Frings: "Je ne viens plus à la Juve"
Un choix de vie. Torsten Frings a dit non à la Juventus. Il préfère le Werder de Breme et a prolongé jusqu'en 2011 le contrat qui expérait en 2008. La Juventus avait beaucoup travaillé pour obtenir le joueur, tandis que le club allemand semblait résigné à se plier à la volonté du joueur. Mais voilà l'improbable, l'inattendu. Presqu'en s'excusant, Frings s'est expliqué: "J'ai eu une offre très intéressante de la part de la Juventus mais le Werder est l'équipe que j'aime." Klaus Allofs, le "Secco" du club allemand s'est expliqué: "Nous lui avons donné la possibilité de choisir et il a décidé avec son coeur."
Difficile de savoir si la Juventus a quelque chose à se rapprocher dans cette négociation. Ce qui est sûr, c'est qu'elle a fait son possible, en convoquant le joueur à Turin, en lui montrant la ville. Il semble que l'avis de la femme de Frings ait été déterminant dans la décision de rester en Mer du Nord. Alessio Secco a pris acte: "Notre proposition était interessante, toutefois si le joueur ne se sentait pas motivé, c'est mieux que tout cela se soit évanoui. Frings était une des possibilités du mercato. Nous en avons d'autres." Deschamps est toujours en attente d'un grand joueur. Il avait donné son consentement à l'arrivée du joueur, qui apportait une taille internationale à la hauteur des ambition de la Juve. Maintenant il faut tout recommencer. Didier est ambitieux, il voudrait le mieux pour son équipe. Souvent, les désirs de l'entraîneur ne sont pas en ligne avec la politique du club, qui ne dispose pas d'un budget illimité.
Le mercato de la Juve est compliqué.
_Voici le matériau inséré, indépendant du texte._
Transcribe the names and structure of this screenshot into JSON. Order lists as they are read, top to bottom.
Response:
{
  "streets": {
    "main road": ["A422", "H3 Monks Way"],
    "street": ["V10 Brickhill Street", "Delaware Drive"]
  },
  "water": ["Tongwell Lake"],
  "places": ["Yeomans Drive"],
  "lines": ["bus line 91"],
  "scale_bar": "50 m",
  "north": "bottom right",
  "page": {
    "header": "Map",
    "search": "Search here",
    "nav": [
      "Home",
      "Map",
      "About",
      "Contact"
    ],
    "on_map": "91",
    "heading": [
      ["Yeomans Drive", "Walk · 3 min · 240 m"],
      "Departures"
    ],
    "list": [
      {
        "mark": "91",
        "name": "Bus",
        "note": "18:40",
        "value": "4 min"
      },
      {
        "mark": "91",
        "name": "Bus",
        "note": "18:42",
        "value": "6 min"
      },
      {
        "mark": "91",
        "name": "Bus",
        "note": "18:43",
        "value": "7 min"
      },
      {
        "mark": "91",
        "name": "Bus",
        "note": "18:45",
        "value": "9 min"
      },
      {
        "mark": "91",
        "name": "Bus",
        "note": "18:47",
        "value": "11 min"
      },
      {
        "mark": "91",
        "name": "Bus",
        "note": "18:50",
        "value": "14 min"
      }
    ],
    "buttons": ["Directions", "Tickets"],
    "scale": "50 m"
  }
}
Il est naturel que Deschamps attire des joueurs comme Gerrad, Lampard, De Rossi, Toni, mais pour raison économique, la société doit parfois se replier sur des noms moins éclatants. Le milieu de terrain est le secteur dont Deschamps regarde avec une attention majeure. Didier exige des joueurs avec une condition physique considérable. Mais la Juve est un chantier ouvert aussi dans le secteur des départs.
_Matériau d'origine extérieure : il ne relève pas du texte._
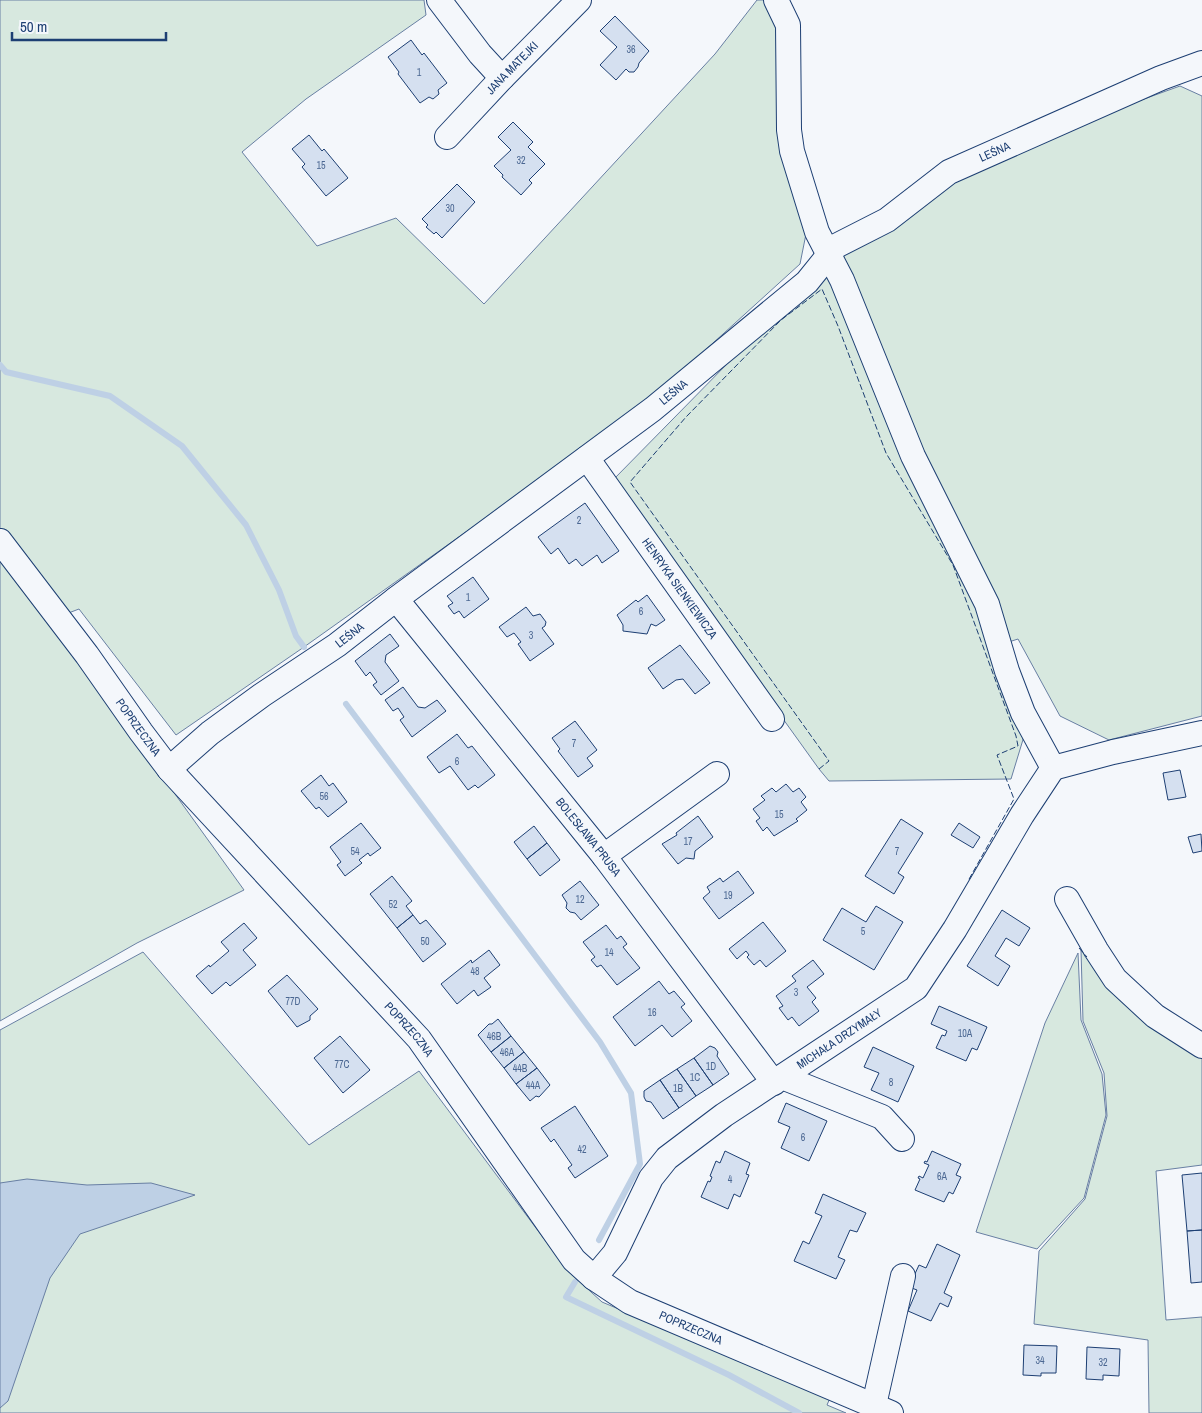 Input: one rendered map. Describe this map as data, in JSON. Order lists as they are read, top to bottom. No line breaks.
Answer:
{"streets":{"street":["JANA MATEJKI","LEŚNA","HENRYKA SIENKIEWICZA","POPRZECZNA","BOLESŁAWA PRUSA","MICHAŁA DRZYMAŁY"]},"crossings":[["LEŚNA","HENRYKA SIENKIEWICZA"],["LEŚNA","POPRZECZNA"],["LEŚNA","BOLESŁAWA PRUSA"],["POPRZECZNA","MICHAŁA DRZYMAŁY"],["BOLESŁAWA PRUSA","MICHAŁA DRZYMAŁY"]],"house_numbers":["36","1","32","15","30","2","1","6","3","7","6","56","15","17","54","7","19","12","52","5","50","14","48","3","77D","16","10A","46B","46A","77C","1D","44B","1C","8","44A","1B","6","42","6A","4","34","32"],"scale_bar":"50 m"} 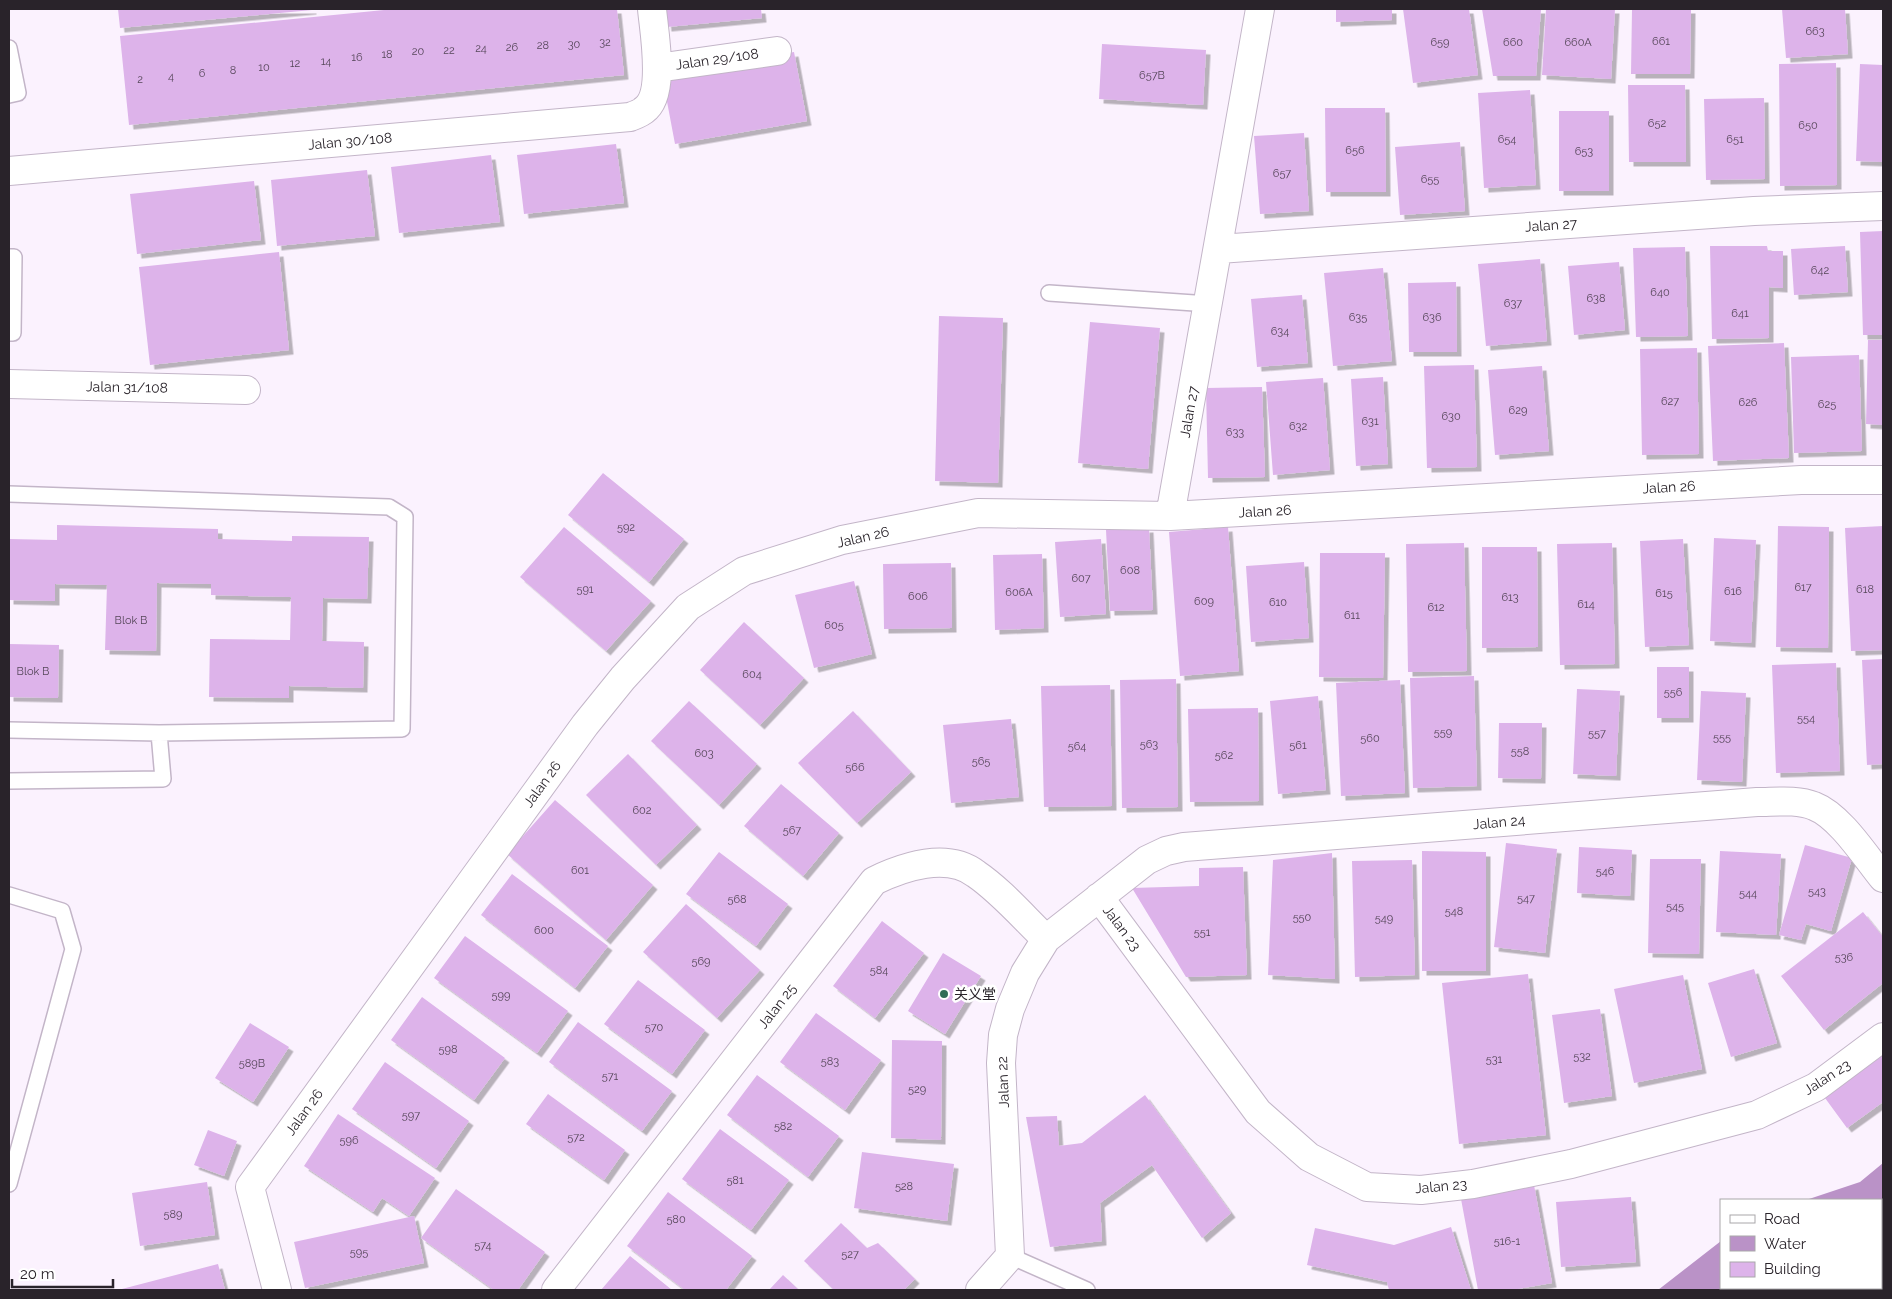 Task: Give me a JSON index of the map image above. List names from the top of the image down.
{
  "streets": {
    "street": [
      "Jalan 29/108",
      "Jalan 30/108",
      "Jalan 27",
      "Jalan 31/108",
      "Jalan 26",
      "Jalan 24",
      "Jalan 23",
      "Jalan 25",
      "Jalan 22"
    ]
  },
  "crossings": [
    ["Jalan 29/108", "Jalan 30/108"],
    ["Jalan 27", "Jalan 26"],
    ["Jalan 24", "Jalan 23"],
    ["Jalan 24", "Jalan 22"],
    ["Jalan 23", "Jalan 22"],
    ["Jalan 25", "Jalan 22"]
  ],
  "places": ["关义堂"],
  "house_numbers": [
    "663",
    "661",
    "32",
    "659",
    "660",
    "660A",
    "30",
    "28",
    "26",
    "24",
    "22",
    "20",
    "18",
    "16",
    "14",
    "12",
    "10",
    "8",
    "6",
    "657B",
    "4",
    "2",
    "652",
    "650",
    "654",
    "651",
    "656",
    "653",
    "657",
    "655",
    "642",
    "640",
    "638",
    "637",
    "641",
    "635",
    "636",
    "634",
    "627",
    "626",
    "625",
    "629",
    "630",
    "631",
    "632",
    "633",
    "592",
    "608",
    "607",
    "617",
    "591",
    "618",
    "616",
    "606A",
    "615",
    "606",
    "613",
    "609",
    "610",
    "614",
    "612",
    "611",
    "Blok B",
    "605",
    "Blok B",
    "604",
    "556",
    "554",
    "559",
    "557",
    "555",
    "560",
    "563",
    "561",
    "564",
    "558",
    "603",
    "562",
    "565",
    "566",
    "602",
    "567",
    "601",
    "546",
    "543",
    "544",
    "547",
    "568",
    "545",
    "548",
    "550",
    "549",
    "600",
    "551",
    "536",
    "569",
    "584",
    "599",
    "570",
    "598",
    "532",
    "531",
    "583",
    "589B",
    "571",
    "529",
    "597",
    "582",
    "572",
    "596",
    "581",
    "528",
    "589",
    "580",
    "516-1",
    "574",
    "595",
    "527"
  ],
  "legend": ["Road", "Water", "Building"],
  "scale_bar": "20 m"
}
Deschamps ne sait pas quel champion restera pour les saisons à venir. Comme toujours, l'attention tourne autour de Buffon, considéré comme indispensable, plus important que quiconque. Samedi, avant le match de Bologne, les tifosi organiseront un sitting pour demander à la Juventus de le retenir. Le cas Trézéguet est moins intrigant. Le Français a l'Espagne comme opportunité et son père a confirmé avoir rencontré le directeur de Valence, pour accélérer une négociation. Pour David, Valence est prêt à dépasser le plafond des 2M d'euros par saison pour aller jusqu'à 2,5M d'euros.